Jakarta - Polri mengeluarkan surat perintah untuk jajaran soal pemberian izin acara gerakan tanda pagar (tagar) dukungan capres. Sebab dukungan itu bisa menimbulkan konflik horizontal di masyarakat.
"Jadi kegiatan apapun itu adalah berdasarkan UU nomor 9 tahun 1998. UU untuk menyampaikan aspirasi atau melakukan unjuk rasa dilindungi UU. Tetapi di dalam pasal 6 itu beberapa poin yang harus dipedomani. Pasal 6 itu ada lima poin yang harus diperhatikan, pertama dalam menyampaikan pendapat di muka umum berkewajiban dan bertanggung jawab untuk menghormati hak dan kebebasan orang lain," ucap Kadiv Humas Mabes Polri Setyo kepada wartawan di Jakarta Convention Center, Jalan Gatot Subroto, Jakarta, Minggu (2/9/2018).
Dalam surat telegram yang beredar, munculnya gerakan tagar 2019GantiPresiden, tagar 2019TetapJokowi dan tagar 2019PrabowoPresiden di berbagai daerah berpotensi menimbulkan konflik horizontal antar pendukung capres-cawapres di tengah masyarakat.
Polri menyatakan kegiatan dari gerakan tagar dukungan capres yang bersifat penyampaian pendapat di muka umum wajib diberitahukan secara tertulis. Hal ini diatur dalam UU 9/1998. Ada lima hal yang harus dipenuhi dalam kegiatan penyampaian pendapat di muka umum yakni menghormati hak-hak orang lain, menghormati aturan-aturan moral yang diakui umum, menaati hukum dan ketentuan peraturan perundang-undangan yang berlaku, menjaga dan menghormati keamanan dan ketertiban umum, dan menjaga keutuhan persatuan dan kesatuan bangsa.
Demikian pula kegiatan gerakan tagar pendukung capres yang mengarah pada kegiatan politik. Sesuai dengan PP nomor 60/2017, kegiatan ini juga wajib diberitahukan secara tertulis kepada Polri. Ada persyaratan-persyaratan yang mesti dipenuhi mulai dari melampirkan proposal, susunan pengurus organisasi hingga denah rute yang akan dilalui jika kegiatan tersebut berupa pawai.

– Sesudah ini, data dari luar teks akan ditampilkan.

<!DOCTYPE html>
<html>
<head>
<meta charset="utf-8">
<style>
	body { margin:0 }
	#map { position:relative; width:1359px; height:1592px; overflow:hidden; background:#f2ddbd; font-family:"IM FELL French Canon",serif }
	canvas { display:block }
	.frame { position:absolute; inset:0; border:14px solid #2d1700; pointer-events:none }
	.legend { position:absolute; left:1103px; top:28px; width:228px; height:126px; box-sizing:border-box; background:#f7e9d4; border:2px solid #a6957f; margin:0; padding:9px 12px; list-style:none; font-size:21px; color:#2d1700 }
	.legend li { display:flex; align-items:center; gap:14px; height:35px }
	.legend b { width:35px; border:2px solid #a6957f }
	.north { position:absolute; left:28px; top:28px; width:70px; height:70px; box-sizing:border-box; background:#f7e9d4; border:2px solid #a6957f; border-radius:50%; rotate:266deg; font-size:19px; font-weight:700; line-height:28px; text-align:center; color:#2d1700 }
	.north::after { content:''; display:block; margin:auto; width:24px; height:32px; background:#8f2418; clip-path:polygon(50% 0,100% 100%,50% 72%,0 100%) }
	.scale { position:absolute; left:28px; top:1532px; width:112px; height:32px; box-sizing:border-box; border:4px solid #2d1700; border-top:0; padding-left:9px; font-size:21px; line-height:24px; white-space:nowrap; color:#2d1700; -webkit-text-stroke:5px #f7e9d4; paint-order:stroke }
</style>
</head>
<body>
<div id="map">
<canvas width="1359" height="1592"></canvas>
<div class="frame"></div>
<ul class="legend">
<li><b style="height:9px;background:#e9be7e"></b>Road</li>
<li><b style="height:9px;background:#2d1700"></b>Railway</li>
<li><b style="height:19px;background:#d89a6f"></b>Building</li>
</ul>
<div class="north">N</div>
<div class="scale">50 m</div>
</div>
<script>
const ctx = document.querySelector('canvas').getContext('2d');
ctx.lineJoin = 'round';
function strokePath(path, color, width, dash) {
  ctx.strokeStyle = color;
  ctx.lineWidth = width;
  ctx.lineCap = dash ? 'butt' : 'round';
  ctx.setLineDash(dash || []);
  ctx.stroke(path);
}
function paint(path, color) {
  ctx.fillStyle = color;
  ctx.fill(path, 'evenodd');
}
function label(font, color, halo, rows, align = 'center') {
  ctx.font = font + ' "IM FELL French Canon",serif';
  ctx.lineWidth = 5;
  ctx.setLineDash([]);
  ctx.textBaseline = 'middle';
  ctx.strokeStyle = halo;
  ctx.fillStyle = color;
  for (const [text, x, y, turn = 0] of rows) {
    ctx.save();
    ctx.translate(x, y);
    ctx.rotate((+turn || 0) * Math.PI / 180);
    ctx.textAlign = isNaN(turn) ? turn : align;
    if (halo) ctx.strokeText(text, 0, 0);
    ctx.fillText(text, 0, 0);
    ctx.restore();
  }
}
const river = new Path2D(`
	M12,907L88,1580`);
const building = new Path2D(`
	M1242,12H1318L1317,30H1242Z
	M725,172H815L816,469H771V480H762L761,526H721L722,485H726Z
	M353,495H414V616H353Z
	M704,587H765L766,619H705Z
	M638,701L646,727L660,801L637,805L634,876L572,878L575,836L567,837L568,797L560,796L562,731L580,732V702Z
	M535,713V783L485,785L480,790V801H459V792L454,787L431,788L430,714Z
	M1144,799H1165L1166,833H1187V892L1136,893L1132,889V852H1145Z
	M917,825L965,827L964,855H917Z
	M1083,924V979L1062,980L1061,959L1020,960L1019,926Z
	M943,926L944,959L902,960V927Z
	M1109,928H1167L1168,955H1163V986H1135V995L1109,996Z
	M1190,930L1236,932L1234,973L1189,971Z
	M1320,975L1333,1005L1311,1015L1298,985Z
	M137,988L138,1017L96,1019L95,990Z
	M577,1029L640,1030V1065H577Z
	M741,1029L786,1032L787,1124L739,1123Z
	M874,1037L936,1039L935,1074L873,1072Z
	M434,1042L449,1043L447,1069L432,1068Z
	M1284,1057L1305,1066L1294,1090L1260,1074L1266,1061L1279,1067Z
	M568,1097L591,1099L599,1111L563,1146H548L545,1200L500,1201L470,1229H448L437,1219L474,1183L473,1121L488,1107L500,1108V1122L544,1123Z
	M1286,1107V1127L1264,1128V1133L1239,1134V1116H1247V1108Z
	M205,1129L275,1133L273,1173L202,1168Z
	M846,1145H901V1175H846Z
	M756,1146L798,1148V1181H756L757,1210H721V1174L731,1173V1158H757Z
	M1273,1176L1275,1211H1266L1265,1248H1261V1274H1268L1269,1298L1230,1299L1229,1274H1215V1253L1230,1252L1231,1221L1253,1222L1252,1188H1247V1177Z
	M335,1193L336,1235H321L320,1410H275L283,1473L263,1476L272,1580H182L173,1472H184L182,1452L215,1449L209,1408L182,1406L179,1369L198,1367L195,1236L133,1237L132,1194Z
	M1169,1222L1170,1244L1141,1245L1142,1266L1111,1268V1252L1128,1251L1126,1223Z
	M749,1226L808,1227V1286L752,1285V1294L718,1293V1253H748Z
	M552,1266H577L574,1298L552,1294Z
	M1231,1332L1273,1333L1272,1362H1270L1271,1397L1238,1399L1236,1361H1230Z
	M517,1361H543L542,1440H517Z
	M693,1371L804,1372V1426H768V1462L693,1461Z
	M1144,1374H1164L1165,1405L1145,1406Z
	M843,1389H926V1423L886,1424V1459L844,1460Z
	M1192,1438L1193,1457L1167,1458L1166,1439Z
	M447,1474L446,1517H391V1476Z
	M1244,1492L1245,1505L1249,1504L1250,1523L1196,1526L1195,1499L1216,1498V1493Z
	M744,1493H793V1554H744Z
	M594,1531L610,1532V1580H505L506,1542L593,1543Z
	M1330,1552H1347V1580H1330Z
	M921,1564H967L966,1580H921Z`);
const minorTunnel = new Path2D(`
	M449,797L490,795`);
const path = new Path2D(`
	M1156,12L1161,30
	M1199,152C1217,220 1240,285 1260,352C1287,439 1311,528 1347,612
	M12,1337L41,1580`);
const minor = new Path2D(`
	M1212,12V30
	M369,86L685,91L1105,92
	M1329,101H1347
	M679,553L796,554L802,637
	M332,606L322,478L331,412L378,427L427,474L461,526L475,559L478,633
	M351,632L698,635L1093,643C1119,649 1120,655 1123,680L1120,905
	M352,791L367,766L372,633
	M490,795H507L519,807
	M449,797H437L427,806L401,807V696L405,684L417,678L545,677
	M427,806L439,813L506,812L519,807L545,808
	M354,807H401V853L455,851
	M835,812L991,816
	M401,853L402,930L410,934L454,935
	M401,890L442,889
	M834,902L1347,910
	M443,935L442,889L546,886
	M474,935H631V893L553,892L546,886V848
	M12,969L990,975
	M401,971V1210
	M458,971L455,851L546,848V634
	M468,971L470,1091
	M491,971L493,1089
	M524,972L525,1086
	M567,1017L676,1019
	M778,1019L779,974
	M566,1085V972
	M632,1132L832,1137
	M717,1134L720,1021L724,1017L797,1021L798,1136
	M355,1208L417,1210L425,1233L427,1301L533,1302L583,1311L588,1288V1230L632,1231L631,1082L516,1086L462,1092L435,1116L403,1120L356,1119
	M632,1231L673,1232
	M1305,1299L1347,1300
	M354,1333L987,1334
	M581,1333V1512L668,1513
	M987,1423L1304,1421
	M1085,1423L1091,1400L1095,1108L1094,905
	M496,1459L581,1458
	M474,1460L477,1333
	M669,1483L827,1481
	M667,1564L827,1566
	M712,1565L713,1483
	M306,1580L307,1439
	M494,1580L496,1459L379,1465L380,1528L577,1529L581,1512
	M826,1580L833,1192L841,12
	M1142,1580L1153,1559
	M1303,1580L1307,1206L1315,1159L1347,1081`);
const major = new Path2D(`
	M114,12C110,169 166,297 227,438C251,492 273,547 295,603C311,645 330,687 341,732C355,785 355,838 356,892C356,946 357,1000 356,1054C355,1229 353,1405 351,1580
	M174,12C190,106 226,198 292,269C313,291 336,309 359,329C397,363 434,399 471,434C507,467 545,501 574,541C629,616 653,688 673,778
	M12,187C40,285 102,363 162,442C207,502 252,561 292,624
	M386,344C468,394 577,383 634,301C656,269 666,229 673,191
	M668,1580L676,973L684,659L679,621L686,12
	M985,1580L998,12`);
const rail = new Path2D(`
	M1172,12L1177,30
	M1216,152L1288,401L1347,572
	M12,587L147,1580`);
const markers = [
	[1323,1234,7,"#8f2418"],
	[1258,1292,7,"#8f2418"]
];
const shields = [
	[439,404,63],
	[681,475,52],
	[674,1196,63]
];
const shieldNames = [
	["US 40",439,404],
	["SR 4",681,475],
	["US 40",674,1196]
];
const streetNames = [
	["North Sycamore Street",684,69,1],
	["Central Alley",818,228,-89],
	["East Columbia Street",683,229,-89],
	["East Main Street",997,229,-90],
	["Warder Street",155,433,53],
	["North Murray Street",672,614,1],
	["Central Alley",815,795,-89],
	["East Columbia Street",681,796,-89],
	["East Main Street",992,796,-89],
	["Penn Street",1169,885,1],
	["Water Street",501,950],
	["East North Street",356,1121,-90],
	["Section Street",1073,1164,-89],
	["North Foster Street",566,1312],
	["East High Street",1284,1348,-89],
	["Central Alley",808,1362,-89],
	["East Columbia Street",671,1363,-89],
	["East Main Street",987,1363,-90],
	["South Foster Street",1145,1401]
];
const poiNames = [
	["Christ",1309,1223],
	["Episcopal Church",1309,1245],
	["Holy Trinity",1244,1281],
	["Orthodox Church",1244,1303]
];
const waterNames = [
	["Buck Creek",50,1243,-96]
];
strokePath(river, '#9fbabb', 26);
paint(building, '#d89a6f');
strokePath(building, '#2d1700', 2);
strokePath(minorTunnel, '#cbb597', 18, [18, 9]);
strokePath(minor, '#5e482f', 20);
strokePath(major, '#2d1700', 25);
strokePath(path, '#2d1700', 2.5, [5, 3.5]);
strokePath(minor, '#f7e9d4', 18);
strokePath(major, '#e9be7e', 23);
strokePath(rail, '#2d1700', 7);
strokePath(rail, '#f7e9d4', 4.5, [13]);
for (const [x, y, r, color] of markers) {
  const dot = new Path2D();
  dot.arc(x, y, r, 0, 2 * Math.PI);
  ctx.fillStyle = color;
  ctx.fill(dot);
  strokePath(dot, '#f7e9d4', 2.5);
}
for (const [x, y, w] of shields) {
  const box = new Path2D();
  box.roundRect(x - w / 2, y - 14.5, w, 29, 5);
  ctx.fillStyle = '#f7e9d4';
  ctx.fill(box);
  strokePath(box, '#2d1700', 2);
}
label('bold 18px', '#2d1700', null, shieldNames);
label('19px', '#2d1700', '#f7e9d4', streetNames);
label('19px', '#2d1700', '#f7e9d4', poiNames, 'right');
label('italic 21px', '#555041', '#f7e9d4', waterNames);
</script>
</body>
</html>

"Ketika terjadi konflik polisi bisa mengambil keputusan dengan pasal 15 dimana dalam pasal itu pelaksanaan penyampaian pendapat di muka umum dibubarkan. Apabila tidak memenuhi ketentuan bagaimana dimaksud pasal 6, ini bisa dibubarkan. Kalau dia tidak mau dibubarkan maka dia dikenakan UU pidana pasal 211 sampai 218," jelas Setyo.
Setyo mengatakan seluruh jajaran Polri akan mendeteksi dan identifikasi potensi kerawanan serta membuat laporan. Selain itu, jajaran Polri melakukan pendalaman terhadap setiap surat pemberitahuan baik terkait latar belakang maupun aktivitas penanggung jawab kegiatan tersebut.
Jajaran Polri juga diminta cermat dan bersikap hati-hati dalam penertiban Surat Tanda Terima Pemberitahuan (STTP) yang bernuansa politik dan provokatif menyangkut tema aksi, pertimbangkan situasi keamanan wilayah setempat dan kelengkapan persyaratan administrasi.
"Silakan boleh kalau tidak ada penolakan. Di situ ada penolakan kita melakukan penilaian ini boleh atau tidak. Kalau tidak boleh maka kita akan lakukan menyarankan tidak boleh. Kalau bubar sendiri alhamdulillah, kalau nggak mau bubar kita bubarkan. Kalau masyarakat menerima nggak masalah dan nggak mempermasalahkan, kalau mempermasalahkan itu bahaya maka timbul saling chaos," jelas Setyo.